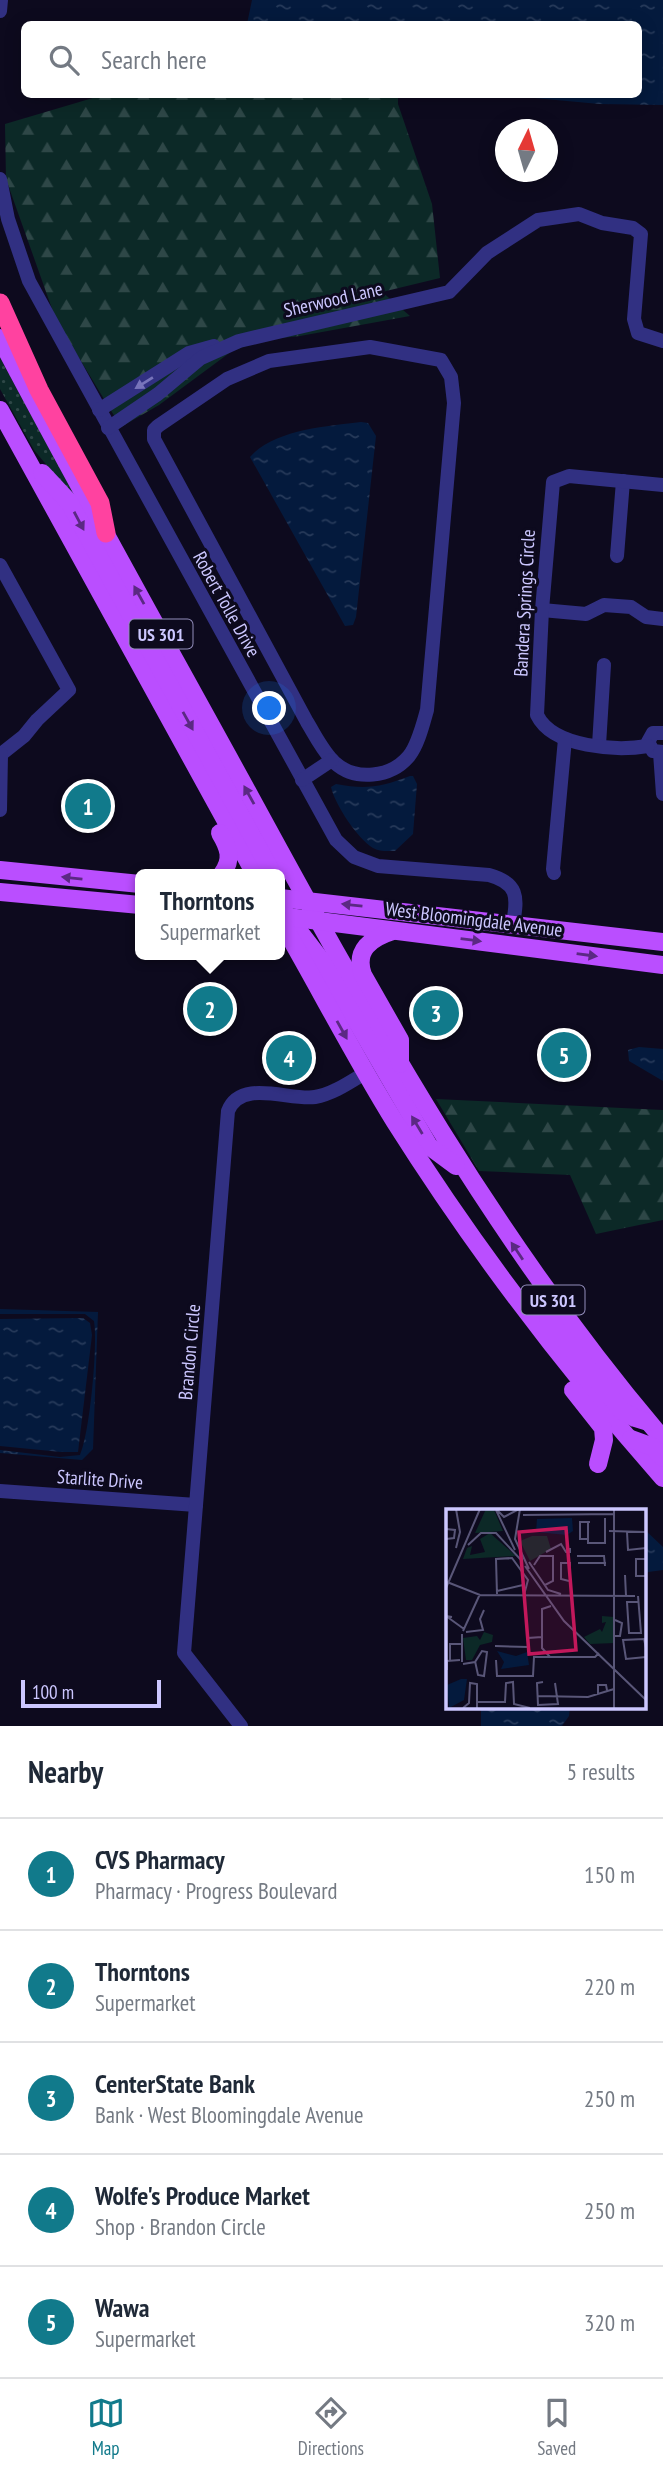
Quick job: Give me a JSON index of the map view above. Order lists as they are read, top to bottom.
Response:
{
  "streets": {
    "main road": ["US 301", "West Bloomingdale Avenue"],
    "street": [
      "Sherwood Lane",
      "Bandera Springs Circle",
      "Robert Tolle Drive",
      "Brandon Circle",
      "Starlite Drive"
    ]
  },
  "crossings": [
    ["Sherwood Lane", "Robert Tolle Drive"],
    ["Robert Tolle Drive", "West Bloomingdale Avenue"],
    ["US 301", "West Bloomingdale Avenue"],
    ["US 301", "Brandon Circle"],
    ["Brandon Circle", "Starlite Drive"]
  ],
  "scale_bar": "100 m",
  "north": "top",
  "page": {
    "search": "Search here",
    "pins": [
      "1",
      "2",
      "3",
      "5",
      "4"
    ],
    "popup": ["Thorntons", "Supermarket"],
    "scale": "100 m",
    "heading": ["Nearby", "5 results"],
    "list": [
      {
        "mark": "1",
        "name": "CVS Pharmacy",
        "note": "Pharmacy · Progress Boulevard",
        "value": "150 m"
      },
      {
        "mark": "2",
        "name": "Thorntons",
        "note": "Supermarket",
        "value": "220 m"
      },
      {
        "mark": "3",
        "name": "CenterState Bank",
        "note": "Bank · West Bloomingdale Avenue",
        "value": "250 m"
      },
      {
        "mark": "4",
        "name": "Wolfe's Produce Market",
        "note": "Shop · Brandon Circle",
        "value": "250 m"
      },
      {
        "mark": "5",
        "name": "Wawa",
        "note": "Supermarket",
        "value": "320 m"
      }
    ],
    "nav": ["Map", "Directions", "Saved"]
  }
}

———

* [GOAL OF THE EXERCISE]:
Could you copy every line from the records that mentions the word "Lane"?

* [SOLVED EXERCISE]:
      "Sherwood Lane",
    ["Sherwood Lane", "Robert Tolle Drive"],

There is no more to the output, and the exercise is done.